Directions for this task
If a line in the entries below holds the string "canvas", copy it.

Available data
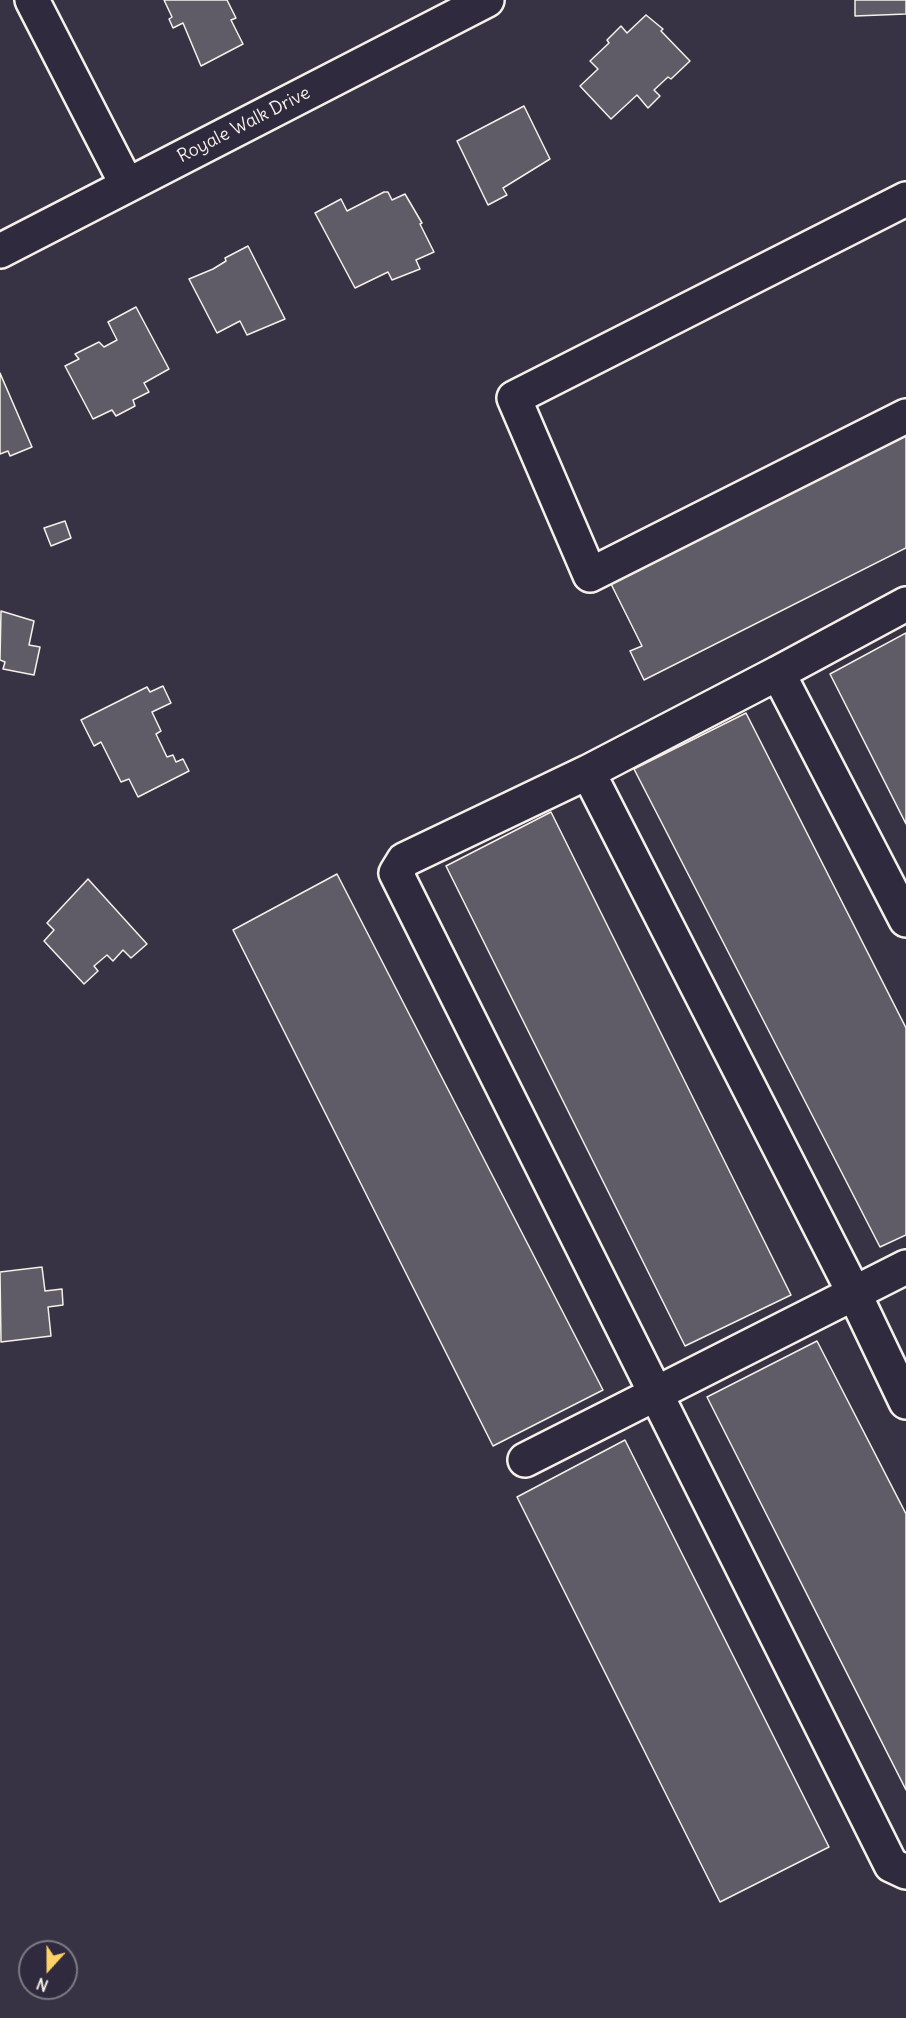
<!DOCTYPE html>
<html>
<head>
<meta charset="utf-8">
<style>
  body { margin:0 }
  #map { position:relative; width:906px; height:2018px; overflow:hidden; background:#373244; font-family:Delius,sans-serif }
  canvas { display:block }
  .north { position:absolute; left:18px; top:1940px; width:60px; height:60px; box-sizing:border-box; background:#2f2a3d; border:2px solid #7e7a81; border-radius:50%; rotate:201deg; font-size:16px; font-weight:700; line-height:24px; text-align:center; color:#f4f1e8 }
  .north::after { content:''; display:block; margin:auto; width:21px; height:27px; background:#ffd166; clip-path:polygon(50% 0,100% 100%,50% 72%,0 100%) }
</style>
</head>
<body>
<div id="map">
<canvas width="906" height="2018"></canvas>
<div class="north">N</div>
</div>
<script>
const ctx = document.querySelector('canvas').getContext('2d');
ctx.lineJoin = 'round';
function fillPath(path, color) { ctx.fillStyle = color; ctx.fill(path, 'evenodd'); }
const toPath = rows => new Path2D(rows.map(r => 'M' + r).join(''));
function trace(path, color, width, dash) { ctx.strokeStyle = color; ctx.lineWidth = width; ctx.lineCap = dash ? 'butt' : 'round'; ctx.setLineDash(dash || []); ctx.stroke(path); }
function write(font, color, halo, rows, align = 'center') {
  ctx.font = font + ' Delius,sans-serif'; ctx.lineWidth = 5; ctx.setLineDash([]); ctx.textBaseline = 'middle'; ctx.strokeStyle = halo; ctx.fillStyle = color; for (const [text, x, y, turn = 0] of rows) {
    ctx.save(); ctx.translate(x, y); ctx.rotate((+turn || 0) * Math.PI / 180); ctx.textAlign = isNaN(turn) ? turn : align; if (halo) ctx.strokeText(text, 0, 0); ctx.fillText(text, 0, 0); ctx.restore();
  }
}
const building = toPath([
  [164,0,227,0,236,18,231,20,243,44,201,66,183,23,173,28,169,19,172,17,164,0],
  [855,0,906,0,906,14,855,16,855,0],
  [646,15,663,29,661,31,690,61,671,79,668,77,654,90,660,96,648,108,637,95,611,119,580,86,598,69,590,61,609,43,607,40,621,26,627,33,646,15],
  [524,106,550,159,503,188,507,195,488,205,457,141,524,106],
  [384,192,388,192,392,200,405,194,422,223,420,224,434,252,416,260,420,269,392,280,388,272,355,288,315,213,341,199,347,211,384,192],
  [248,246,285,319,247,335,240,321,217,333,189,279,213,269,226,261,225,258,248,246],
  [136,307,169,369,144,383,149,392,133,400,135,406,116,416,112,410,93,419,65,366,79,359,75,354,99,342,104,347,117,340,108,322,136,307],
  [0,373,32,447,10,456,8,451,0,454,0,373],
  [906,435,906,548,644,680,630,651,642,646,611,584,906,435],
  [65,521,71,538,51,546,44,528,65,521],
  [1,611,34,621,29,645,40,647,34,675,3,669,5,662,0,660,1,611],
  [906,633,906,824,830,674,906,633],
  [163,686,171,703,152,712,161,731,156,734,167,757,173,755,176,762,183,759,189,771,138,797,129,779,121,782,101,742,94,746,81,720,147,687,150,692,163,686],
  [746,713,906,1028,906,1235,880,1247,634,769,746,713],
  [551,812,791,1295,685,1346,446,866,551,812],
  [337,874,603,1390,493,1446,233,930,337,874],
  [88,879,147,944,131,958,123,950,113,961,107,955,94,966,98,971,84,984,44,941,54,930,47,923,88,879],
  [42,1267,45,1291,62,1289,63,1305,48,1307,51,1336,1,1342,0,1272,42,1267],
  [817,1341,906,1514,906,1790,707,1397,817,1341],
  [625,1440,829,1847,720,1902,517,1497,625,1440]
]);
fillPath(building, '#5f5c67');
trace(building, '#f4f1e8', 1.5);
const minor = toPath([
  [32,0,127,185],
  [906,199,514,398,590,575,906,416],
  [0,251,487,0],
  [906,604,778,673,906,920],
  [588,772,778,673],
  [906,1402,854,1293,588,772,404,860,396,873,891,1865,906,1872],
  [525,1460,906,1267]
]);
trace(minor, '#f4f1e8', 38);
trace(minor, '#2f2a3d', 33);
write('18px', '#f4f1e8', '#2f2a3d', [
  ["Royale Walk Drive",244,125,-27]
]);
</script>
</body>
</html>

Reply to the exercise
  canvas { display:block }
<canvas width="906" height="2018"></canvas>
const ctx = document.querySelector('canvas').getContext('2d');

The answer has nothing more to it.